La Waterloo canadese è invece vincente putando al cambiamento a partire da scuole che investono sui loro studenti e sui loro insegnanti, incoraggiandoli a sperimentare con nuove idee, senza temere di fallire. Ciò include l’uso creativo di qualunque tecnologia disponibile. Le tecnologie per la didattica sono esplorate in un cultura che abbraccia la sperimentazione e consente di essere utilizzata come un’opportunità di continuo miglioramento. Ciò si traduce in un sistema di apprendimento dinamico, in evoluzione, in grado di adattarsi alle differenti condizioni sociali e ai continui cambiamenti tecnologici.

Questa è la scommessa su cui l’Equinox Summit invita i paesi del mondo a investire da subito per quanti saranno adolescenti nel 2030, a partire dalla esperienza di quelle scuole che già vanno praticando tutto ciò.

Qui per noi si gioca l’esito della nostra Waterloo, la Waterloo delle politiche scolastiche del nostro paese. Eppure né alla politica né alla scuola mancano le armi giuste per la battaglia. Stanno soprattutto in quella che è stata la più grande e importante riforma che la scuola italiana ha conosciuto con la legge Bassanini, con l’autonomia e il suo DPR applicativo. È riappropriandosi di questo strumento che è possibile focalizzare il cambiamento sui contenuti e sulla vita concreta della scuola, su ciò che si insegna e su come si insegna, sui rapporti, sugli scambi, sui comportamenti che si danno dentro la scuola.
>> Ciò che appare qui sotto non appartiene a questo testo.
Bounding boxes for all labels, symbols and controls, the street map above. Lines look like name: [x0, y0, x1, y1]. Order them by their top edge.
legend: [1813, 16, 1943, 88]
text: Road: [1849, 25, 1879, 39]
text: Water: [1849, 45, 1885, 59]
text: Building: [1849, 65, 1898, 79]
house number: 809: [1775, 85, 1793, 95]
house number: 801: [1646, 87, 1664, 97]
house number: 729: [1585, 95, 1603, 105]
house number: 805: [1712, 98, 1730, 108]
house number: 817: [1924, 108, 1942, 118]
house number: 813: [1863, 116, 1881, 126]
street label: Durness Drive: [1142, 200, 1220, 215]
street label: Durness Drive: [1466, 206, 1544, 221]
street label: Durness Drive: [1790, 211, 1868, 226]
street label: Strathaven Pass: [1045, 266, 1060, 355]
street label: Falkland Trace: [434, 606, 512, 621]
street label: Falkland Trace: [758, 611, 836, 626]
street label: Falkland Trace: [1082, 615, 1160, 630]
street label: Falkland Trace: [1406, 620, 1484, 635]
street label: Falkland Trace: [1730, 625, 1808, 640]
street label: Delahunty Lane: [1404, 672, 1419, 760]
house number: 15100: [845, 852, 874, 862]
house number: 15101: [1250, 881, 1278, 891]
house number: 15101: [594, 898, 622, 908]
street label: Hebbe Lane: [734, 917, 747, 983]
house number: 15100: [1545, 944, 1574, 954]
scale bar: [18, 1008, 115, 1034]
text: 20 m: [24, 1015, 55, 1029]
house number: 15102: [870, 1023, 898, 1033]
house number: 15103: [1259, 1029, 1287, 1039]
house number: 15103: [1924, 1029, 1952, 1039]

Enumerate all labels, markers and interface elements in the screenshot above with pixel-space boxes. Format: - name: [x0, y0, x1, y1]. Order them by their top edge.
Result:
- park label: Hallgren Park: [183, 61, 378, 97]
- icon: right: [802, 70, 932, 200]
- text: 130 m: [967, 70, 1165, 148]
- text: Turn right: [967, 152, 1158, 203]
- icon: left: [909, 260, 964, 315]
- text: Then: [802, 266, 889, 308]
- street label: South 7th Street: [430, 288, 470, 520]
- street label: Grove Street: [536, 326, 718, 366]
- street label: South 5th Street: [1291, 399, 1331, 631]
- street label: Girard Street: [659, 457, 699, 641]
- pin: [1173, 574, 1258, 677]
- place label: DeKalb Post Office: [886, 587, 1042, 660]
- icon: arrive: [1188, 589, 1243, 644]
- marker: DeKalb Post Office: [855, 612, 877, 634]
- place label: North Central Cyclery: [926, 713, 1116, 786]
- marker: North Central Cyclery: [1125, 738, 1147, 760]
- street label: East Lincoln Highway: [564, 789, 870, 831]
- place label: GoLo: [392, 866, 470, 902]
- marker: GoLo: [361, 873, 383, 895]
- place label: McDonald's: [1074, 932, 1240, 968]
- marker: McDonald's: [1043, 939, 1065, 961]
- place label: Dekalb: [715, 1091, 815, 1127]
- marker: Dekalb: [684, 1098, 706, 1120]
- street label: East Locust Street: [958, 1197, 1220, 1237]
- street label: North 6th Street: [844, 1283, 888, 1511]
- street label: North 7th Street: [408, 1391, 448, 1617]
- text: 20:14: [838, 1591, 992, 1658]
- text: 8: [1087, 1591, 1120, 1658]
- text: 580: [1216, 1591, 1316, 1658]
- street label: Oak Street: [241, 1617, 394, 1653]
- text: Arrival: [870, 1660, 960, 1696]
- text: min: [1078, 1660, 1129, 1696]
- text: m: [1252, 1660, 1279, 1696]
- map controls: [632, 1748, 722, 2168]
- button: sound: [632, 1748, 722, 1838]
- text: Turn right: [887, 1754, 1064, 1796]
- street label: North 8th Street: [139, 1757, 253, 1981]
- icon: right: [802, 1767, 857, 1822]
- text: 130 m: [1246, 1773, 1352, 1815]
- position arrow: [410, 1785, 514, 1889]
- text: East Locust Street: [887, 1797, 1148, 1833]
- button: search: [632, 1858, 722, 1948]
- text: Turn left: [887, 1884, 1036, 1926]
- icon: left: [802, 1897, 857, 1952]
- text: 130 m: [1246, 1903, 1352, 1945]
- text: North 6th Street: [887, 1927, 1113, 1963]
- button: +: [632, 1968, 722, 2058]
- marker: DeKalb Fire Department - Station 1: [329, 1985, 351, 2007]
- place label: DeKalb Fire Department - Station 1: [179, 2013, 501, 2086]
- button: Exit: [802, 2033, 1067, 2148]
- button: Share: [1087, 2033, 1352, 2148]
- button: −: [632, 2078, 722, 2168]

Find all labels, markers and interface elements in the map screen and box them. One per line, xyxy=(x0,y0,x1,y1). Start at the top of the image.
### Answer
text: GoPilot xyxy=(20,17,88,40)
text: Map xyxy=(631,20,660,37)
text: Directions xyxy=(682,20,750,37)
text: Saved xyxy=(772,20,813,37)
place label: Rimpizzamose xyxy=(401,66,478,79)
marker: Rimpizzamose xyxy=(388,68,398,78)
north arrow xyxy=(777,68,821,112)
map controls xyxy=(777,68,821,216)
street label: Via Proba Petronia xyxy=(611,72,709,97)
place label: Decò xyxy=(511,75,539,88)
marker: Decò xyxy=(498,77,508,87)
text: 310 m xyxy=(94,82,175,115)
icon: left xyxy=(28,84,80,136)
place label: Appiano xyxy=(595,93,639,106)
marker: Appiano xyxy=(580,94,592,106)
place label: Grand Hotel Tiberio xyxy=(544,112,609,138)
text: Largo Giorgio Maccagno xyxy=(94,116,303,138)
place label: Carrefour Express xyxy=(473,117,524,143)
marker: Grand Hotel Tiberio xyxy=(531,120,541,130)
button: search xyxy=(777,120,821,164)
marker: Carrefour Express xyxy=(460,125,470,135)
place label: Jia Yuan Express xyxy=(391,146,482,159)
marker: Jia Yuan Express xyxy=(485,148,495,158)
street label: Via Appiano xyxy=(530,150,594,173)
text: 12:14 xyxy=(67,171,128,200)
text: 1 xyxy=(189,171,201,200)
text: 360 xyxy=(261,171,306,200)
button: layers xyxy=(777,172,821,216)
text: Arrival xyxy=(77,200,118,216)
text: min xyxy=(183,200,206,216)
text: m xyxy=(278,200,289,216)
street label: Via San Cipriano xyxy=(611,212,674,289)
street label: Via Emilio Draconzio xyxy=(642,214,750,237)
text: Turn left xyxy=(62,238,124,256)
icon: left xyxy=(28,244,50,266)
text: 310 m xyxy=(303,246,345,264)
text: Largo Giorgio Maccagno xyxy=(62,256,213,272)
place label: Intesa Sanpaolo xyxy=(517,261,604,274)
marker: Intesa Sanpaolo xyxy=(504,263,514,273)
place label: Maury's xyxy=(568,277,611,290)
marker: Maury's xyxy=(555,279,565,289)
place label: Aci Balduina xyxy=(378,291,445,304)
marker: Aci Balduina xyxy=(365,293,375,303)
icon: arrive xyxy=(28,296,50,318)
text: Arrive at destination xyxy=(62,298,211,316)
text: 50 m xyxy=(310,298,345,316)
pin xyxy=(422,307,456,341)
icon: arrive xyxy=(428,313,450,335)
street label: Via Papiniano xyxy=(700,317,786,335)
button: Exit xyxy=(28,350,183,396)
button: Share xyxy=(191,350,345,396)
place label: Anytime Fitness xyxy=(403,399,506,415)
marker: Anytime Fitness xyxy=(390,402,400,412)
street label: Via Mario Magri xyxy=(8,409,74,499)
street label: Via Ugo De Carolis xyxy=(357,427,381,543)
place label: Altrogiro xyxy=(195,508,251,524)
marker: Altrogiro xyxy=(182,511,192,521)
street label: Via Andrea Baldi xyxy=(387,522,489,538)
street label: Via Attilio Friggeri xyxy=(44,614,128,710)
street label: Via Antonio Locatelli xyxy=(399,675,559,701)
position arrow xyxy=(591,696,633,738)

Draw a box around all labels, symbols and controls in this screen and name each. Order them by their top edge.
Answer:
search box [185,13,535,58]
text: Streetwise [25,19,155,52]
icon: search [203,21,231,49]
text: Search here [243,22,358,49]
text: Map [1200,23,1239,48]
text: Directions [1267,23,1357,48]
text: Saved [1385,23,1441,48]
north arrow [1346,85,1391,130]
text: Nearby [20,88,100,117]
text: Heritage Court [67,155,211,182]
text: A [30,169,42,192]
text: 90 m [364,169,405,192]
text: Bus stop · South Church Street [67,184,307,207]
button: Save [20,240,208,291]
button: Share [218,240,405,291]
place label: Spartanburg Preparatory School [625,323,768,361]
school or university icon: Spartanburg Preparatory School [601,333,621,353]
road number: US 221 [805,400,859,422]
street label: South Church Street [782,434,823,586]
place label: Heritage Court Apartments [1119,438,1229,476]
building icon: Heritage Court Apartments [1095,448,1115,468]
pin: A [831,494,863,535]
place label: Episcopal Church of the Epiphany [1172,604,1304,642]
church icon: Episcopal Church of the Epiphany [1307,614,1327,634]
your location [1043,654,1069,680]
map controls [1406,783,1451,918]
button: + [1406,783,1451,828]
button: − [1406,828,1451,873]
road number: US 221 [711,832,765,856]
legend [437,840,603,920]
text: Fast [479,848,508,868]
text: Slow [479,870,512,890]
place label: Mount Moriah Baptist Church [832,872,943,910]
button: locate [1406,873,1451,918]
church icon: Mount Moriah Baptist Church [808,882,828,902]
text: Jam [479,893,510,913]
Non possono che essere i professionisti dell’istruzione la forza d’urto di questo cambiamento e la politica deve porli nelle condizioni di poterlo operare, perché la loro professionalità è tale se si esprime nell’esercizio dell’autonomia didattica, organizzativa, di sperimentazione e ricerca. Non dà fiducia vivere in un Paese dove chi ha la responsabilità dell’istruzione dei nostri giovani non si pone o non è posto professionalmente alla testa dei cambiamenti, a capo di quel filone di educazione progressiva e democratica che nella ricerca e nella pratica dell’innovazione didattica quotidiana, fin dagli inizi del secolo scorso, ha sempre anticipato ciò che poi la politica non poteva che tradurre in strumenti di legge a favore della scuola e della sua crescita democratica. Chi vive il rumore quotidiano delle aule sa benissimo che i cambiamenti o nascano dall’interno della scuola o difficilmente incidono sulle pratiche didattiche, difficilmente scendono in profondità e si prestano a divenire condizione diffusa.

In questo anno, in cui ci ha lasciati Mario Lodi, forse l’ultimo esponente di quel filone di educazione progressiva, democratica e popolare, dovremmo riflettere che a non interrogarsi costantemente, a non guardare avanti, a non rischiare non si può che essere sopraffatti dai duri colpi che le sfide di oggi assestano ogni giorno all’essenza stessa dell’istruzione. Sfide, queste sì, capaci di decretare la Waterloo del nostro sistema di istruzione e dei suoi condottieri, la Waterloo delle generazioni che si affacciano ancora con speranza alla nostra scuola.